Exercise instructions –
From the records below, copy out each line that has the word "overflow".

Provided entries –
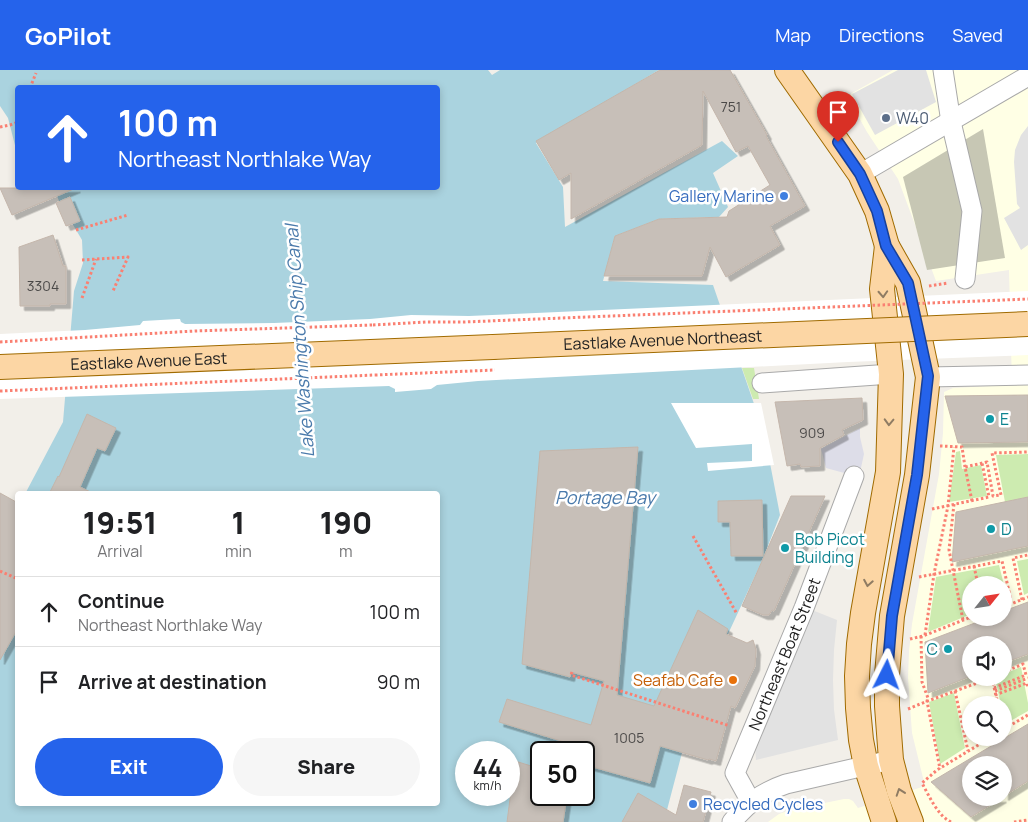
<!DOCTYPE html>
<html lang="en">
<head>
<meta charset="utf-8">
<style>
	:root { --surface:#fff; --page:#f6f6f6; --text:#202124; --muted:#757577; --line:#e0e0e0; --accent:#2563eb }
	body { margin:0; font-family:Manrope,sans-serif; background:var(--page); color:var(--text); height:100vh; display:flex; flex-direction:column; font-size:19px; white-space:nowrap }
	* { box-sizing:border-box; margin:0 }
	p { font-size:16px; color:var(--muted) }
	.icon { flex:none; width:28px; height:28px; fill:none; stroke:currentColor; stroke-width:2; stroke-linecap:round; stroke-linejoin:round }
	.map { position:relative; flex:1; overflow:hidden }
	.sheet { position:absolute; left:15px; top:421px; width:425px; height:315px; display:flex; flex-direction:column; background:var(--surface); border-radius:5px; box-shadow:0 2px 8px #0003 }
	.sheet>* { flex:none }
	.top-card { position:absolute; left:15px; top:15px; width:425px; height:105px; border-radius:5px; box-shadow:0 2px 8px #0003; background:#2563eb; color:#fff; overflow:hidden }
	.needle { width:32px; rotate:60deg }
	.fabs { position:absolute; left:962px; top:506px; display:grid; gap:10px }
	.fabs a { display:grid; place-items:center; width:50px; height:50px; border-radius:50%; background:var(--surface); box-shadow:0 2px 8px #0003; font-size:25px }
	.speed { position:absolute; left:455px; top:671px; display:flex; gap:10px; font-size:25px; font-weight:700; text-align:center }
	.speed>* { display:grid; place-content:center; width:65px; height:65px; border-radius:50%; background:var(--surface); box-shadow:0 2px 8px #0003; line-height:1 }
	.speed small { font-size:12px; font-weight:400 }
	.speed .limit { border:2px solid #111; border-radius:8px; background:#fff; color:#111 }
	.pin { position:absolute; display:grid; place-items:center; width:42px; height:42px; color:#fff; margin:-51px -21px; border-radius:50% 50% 50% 0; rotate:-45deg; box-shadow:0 0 5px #0007 }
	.pin .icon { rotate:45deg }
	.me { position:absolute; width:55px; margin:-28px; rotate:3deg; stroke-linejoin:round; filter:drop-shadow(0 0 4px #0008) }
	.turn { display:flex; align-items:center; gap:18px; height:105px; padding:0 20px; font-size:22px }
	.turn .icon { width:65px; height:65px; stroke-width:2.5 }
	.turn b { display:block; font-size:35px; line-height:42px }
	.eta { display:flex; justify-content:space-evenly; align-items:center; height:85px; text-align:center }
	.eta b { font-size:30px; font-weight:800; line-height:35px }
	.primary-button { display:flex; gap:10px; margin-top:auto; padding:10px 20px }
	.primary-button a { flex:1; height:58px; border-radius:30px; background:var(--accent); color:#fff; font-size:20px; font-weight:800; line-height:58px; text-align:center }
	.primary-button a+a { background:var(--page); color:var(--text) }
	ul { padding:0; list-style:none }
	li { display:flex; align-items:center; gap:15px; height:70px; padding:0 20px; border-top:1px solid var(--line) }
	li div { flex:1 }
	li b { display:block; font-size:19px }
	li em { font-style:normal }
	header { display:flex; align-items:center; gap:30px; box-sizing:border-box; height:70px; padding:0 25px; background:var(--accent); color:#fff }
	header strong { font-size:24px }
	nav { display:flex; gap:28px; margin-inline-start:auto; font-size:18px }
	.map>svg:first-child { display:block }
	.education { fill:#ffffe5; fill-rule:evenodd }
	.construction { fill:#c7c7b4 }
	.grass { fill:#cdebb0 }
	.parking { fill:#e2e2e2 }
	.plaza { fill:#dddde8 }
	.water { fill:#aad3df; fill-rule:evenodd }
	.pier { fill:#fff }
	.building { fill:#c7bfb8; stroke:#c4b6ab; filter:url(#shadow) }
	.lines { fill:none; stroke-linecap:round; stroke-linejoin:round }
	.minor-casing { stroke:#a9a9a9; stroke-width:21 }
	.major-casing { stroke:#a06b00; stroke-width:26 }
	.path { stroke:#fa8072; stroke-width:3; stroke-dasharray:2.5 2.5; stroke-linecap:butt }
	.minor { stroke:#fff; stroke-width:19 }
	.major { stroke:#fcd6a4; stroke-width:24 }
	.major-bridge-casing { stroke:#a06b00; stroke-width:26; stroke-linecap:butt }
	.path-bridge { stroke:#fa8072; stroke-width:3; stroke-dasharray:2.5 2.5; stroke-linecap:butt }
	.major-bridge { stroke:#fcd6a4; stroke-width:24 }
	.oneway { stroke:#8f7c63 }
	.route-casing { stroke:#184099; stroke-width:12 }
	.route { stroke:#2563eb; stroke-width:9 }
	.service-dot { fill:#5c6f8a; stroke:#fff; stroke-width:2 }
	.shop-dot { fill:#3f7fe0; stroke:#fff; stroke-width:2 }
	.culture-dot { fill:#0f9aa8; stroke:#fff; stroke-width:2 }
	.food-dot { fill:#e8710a; stroke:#fff; stroke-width:2 }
	.labels { text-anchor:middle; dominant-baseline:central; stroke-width:5; stroke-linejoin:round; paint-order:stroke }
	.number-label { font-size:14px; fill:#4b4948 }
	.service-label { font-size:16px; fill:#4e5e75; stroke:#fff; text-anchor:start }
	.shop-label { font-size:16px; fill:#366cbe; stroke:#fff; text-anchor:end }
	.street-label { font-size:16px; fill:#222; stroke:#fff }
	.culture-label { font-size:16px; fill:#0d838f; stroke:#fff; text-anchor:start }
	.food-label { font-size:16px; fill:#c56008; stroke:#fff; text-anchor:end }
	.water-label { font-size:18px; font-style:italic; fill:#4a7aab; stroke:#fff }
</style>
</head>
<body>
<header>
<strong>GoPilot</strong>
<nav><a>Map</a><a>Directions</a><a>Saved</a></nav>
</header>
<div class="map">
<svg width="1028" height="752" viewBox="0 0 1028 752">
	<defs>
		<filter id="shadow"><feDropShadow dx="4.5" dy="4.5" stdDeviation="0" flood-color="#0004"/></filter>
	</defs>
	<rect width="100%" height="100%" fill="#f2efe9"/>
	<path class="education" d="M893,0H1028V752H768L779,744L790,740L844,729H849L853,731L858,738L925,716L912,663L908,608L909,581L912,554L939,404L943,363L944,322L953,318L1012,315L1009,200L936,211L898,109L867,62L847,26ZM971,515H1004V548H971ZM971,575H1004V608H971ZM971,635H1004V668H971ZM971,695H1004V728H971Z"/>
	<path class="construction" d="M983,59L1005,188L927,200L903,107Z"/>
	<g class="grass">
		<path d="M742,298H754L759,329H753Z"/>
		<path d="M960,381L962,399L981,395L987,426L949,432L956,382Z"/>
		<path d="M1028,384V427L1005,432L996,385Z"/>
		<path d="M1028,489V523L1024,525L1017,491Z"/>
		<path d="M999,495L1004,515H971V544L928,562L936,507Z"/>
		<path d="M1021,597L1028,633V641L1005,654L1004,647V635H1001L995,608H1004V604Z"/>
		<path d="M954,623L965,678L940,694L929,632Z"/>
	</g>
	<g class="parking">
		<path d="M898,0H926L936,32L875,65L852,24Z"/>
		<path d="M1028,56V175L1021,180L1004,148L1020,138L1017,134L1014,92L1015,80L1021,65Z"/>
		<path d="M812,540L837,550L834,580L833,610L834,640L838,670L756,690L755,674Z"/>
	</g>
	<path class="plaza" d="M860,358V367L864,384L859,407L826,398L821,379Z"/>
	<path class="water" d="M0,0H488L492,5L500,0H659L536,73L563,117L565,157L722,71L738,86L713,103L728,137L719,147L659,149L615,166L603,211L713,215L762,357L769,388L780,445L762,491L694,637L667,740L661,752H0V470L17,437L18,734H438V424H25L63,352L74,221L83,193L82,170L59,131L54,118H438V18H18L17,83L8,48L0,36ZM466,682H509V725H466ZM541,682H584V725H541Z"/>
	<g class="pier">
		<path d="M1028,221V285L848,292L478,311L437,315L431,319L395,322V319L389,316L0,329V264L85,260L140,255L143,251L178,249H180L181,252L185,254L274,253L370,249L411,245L469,246Z"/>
		<path d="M671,333H761L774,395L708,401L707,393L752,391V374L696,378Z"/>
	</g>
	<g class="building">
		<path d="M660,0H730L767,65L766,66L805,136L770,156L780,175L726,207L710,177L702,206H604L615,166L659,149L727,147L729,141L770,115L748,76L736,82L703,21L702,75L571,149V103L559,110L536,71Z"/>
		<path d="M0,118H76L12,145Z"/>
		<path d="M70,127L80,151L66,156L56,133Z"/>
		<path d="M53,165L63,196H66V234H50V236H20L19,177Z"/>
		<path d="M1028,325V372L958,373L945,326Z"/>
		<path d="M862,328L863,350L842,360L844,365L820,378V396L801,397L800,394L787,396L775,332Z"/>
		<path d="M87,344L116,358L105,381L97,378L80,417L95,424H49L58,406L59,407Z"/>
		<path d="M638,377L617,625L654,636L698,540L728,559L726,564L747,573L753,570L756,580L755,596L735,638L731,636L716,691L709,689L708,690L660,676L650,713L589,696L594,681L499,652L507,629L591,655L604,611L571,602L570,607L522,594L540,381Z"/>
		<path d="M0,423L18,433V558L0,590Z"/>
		<path d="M791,426H825L774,541L772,540L769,545H763L742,536Z"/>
		<path d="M1028,427V476L952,492L956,442Z"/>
		<path d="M762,430L763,486H731L730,452H718V431Z"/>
		<path d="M1028,532V584L1004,593V575H971V606L928,623L925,572L988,548H1004V541Z"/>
		<path d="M1028,654V711L1004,726V695H971V728H1002L971,747L931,712Z"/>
		<path d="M515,691L541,699V725H567L563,752H507Z"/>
		<path d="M684,715L711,722L703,752H622L638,723L676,745Z"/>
	</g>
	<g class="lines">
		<defs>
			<g id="minor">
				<path d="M943,0L951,52L972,141L965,209"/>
				<path d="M860,104L1028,6"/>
				<path d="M928,307L1028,305"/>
				<path d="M762,313L891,304"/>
				<path id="s1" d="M751,732L735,703L804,538L854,406"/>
				<path d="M732,752C747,733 763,722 786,714L891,690"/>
			</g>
			<g id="major">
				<path d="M787,0L860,104L877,141L887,176L908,213L928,307L917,405L892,546L887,605V636L891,690L899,721L911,752"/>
				<path id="s2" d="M0,297L493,277"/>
				<path d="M884,752L866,696L861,670L858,638L857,606L859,574L863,543L888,402L891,304L882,219L887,176"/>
			</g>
		</defs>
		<use href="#minor" class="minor-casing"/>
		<use href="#major" class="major-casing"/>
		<g class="path">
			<path d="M30,18L36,3"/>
			<path d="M0,57L10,55L18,52"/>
			<path d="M76,160L128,145"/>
			<path d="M82,190L128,187L113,221"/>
			<path d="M929,216L948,213"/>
			<path d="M82,228L96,189"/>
			<path d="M0,272L195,261L373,255"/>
			<path d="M0,321L375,305"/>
			<path d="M940,376L962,377L965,397"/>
			<path d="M972,431L965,397L987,392L993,426L1001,425L992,383L1028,382"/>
			<path d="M954,434L949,480L963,550"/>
			<path d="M932,439L989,427L982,393"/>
			<path d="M693,466L737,544"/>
			<path d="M974,496L978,515"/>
			<path d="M0,501L18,509"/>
			<path d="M919,507L1002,491L1011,530L1004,533"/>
			<path d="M1022,530L1013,488L1028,485"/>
			<path d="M1004,537L1028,527"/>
			<path d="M970,547L971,550L978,548"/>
			<path d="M925,565L934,504L948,436L954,377"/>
			<path d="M921,566L922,612L928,628L927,631L940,699"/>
			<path d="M910,569L923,566L971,547"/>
			<path d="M572,602L571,605L730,656"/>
			<path d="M992,608L998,635"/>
			<path d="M994,618L1026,605L1023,594L1004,602"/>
			<path d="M955,621L968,681"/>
			<path d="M995,621L1028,608"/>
			<path d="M995,625L1027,613L1028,618"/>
			<path d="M908,639L925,632L991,608"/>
			<path d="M1004,659L1028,645"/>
			<path d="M951,752C938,746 929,726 922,713L937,700L990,668"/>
			<path d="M1014,752L1028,750"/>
		</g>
		<use href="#minor" class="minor"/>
		<use href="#major" class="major"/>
		<defs>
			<g id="major-bridge">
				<path id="s3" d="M493,277L1028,254"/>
			</g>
		</defs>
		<use href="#major-bridge" class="major-bridge-casing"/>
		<g class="path-bridge">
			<path d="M373,255L426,252H464L1028,229"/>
			<path d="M375,305L495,300"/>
		</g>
		<use href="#major-bridge" class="major-bridge"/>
	</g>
	<defs><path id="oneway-chevron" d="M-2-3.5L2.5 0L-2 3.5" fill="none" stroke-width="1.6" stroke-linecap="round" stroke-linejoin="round" transform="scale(1.25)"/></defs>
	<g class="oneway">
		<use href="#oneway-chevron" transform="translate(883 224) rotate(87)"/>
		<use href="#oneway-chevron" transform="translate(889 352) rotate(92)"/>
		<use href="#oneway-chevron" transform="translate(868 513) rotate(100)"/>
		<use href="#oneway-chevron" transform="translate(900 722) rotate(-109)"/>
	</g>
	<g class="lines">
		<defs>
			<path id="route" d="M838,72L860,104L877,141L886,176L908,213L928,306L917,405L892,546L887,605"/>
		</defs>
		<use href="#route" class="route-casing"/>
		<use href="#route" class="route"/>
	</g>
	<circle class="service-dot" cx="886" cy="48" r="5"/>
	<g class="shop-dot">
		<circle cx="784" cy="126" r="5"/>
		<circle cx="693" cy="734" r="5"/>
	</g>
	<g class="culture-dot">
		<circle cx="990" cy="349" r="5"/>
		<circle cx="991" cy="459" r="5"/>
		<circle cx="785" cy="478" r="5"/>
		<circle cx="948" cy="579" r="5"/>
	</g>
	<circle class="food-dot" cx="733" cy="610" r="5"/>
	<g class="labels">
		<g class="number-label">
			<text x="731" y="36">751</text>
			<text x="43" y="215">3304</text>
			<text x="812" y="362">909</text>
			<text x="629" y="667">1005</text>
		</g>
		<g class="service-label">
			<text x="896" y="48">W40</text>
		</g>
		<g class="shop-label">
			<text x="774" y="126">Gallery Marine</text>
			<text x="703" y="734" text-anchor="start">Recycled Cycles</text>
		</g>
		<g class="street-label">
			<text stroke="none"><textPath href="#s3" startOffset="170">Eastlake Avenue Northeast</textPath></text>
			<text stroke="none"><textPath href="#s2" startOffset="149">Eastlake Avenue East</textPath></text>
			<text stroke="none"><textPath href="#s1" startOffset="162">Northeast Boat Street</textPath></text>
		</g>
		<g class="culture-label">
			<text x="1000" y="349">E</text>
			<text x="1001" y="459">D</text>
			<text x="795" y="469">Bob Picot<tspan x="795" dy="18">Building</tspan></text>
			<text x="938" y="579" text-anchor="end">C</text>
		</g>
		<g class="food-label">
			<text x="723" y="610">Seafab Cafe</text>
		</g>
		<g class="water-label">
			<text transform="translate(299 271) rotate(-94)">Lake Washington Ship Canal</text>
			<text x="605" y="427">Portage Bay</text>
		</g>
	</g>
</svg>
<div class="fabs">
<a><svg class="needle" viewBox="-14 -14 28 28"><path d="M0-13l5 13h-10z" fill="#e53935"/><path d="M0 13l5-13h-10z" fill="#757577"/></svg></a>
<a><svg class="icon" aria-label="sound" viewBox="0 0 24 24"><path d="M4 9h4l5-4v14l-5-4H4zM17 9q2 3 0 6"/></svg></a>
<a><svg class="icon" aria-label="search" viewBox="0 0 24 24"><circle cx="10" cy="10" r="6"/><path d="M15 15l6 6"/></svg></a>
<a><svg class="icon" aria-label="layers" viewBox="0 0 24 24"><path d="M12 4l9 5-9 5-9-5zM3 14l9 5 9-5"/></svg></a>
</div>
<div class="speed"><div>44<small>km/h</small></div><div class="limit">50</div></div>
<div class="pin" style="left:838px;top:72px;background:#d93025"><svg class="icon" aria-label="arrive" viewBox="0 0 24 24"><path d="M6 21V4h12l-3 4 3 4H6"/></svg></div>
<svg class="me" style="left:887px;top:605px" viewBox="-20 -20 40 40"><path d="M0-17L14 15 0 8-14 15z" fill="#2563eb" stroke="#fff" stroke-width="4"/></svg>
<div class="top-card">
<div class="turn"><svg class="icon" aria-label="ahead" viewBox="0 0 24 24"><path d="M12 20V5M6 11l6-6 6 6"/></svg><div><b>100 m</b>Northeast Northlake Way</div></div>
</div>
<section class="sheet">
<div class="eta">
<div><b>19:51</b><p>Arrival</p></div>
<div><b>1</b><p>min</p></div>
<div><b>190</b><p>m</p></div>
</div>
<ul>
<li><svg class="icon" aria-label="ahead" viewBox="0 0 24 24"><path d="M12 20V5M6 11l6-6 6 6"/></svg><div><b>Continue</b><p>Northeast Northlake Way</p></div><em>100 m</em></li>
<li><svg class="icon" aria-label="arrive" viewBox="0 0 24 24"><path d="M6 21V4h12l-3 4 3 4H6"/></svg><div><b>Arrive at destination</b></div><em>90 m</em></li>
</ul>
<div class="primary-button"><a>Exit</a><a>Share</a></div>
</section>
</div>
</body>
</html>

Reply –
	.map { position:relative; flex:1; overflow:hidden }
	.top-card { position:absolute; left:15px; top:15px; width:425px; height:105px; border-radius:5px; box-shadow:0 2px 8px #0003; background:#2563eb; color:#fff; overflow:hidden }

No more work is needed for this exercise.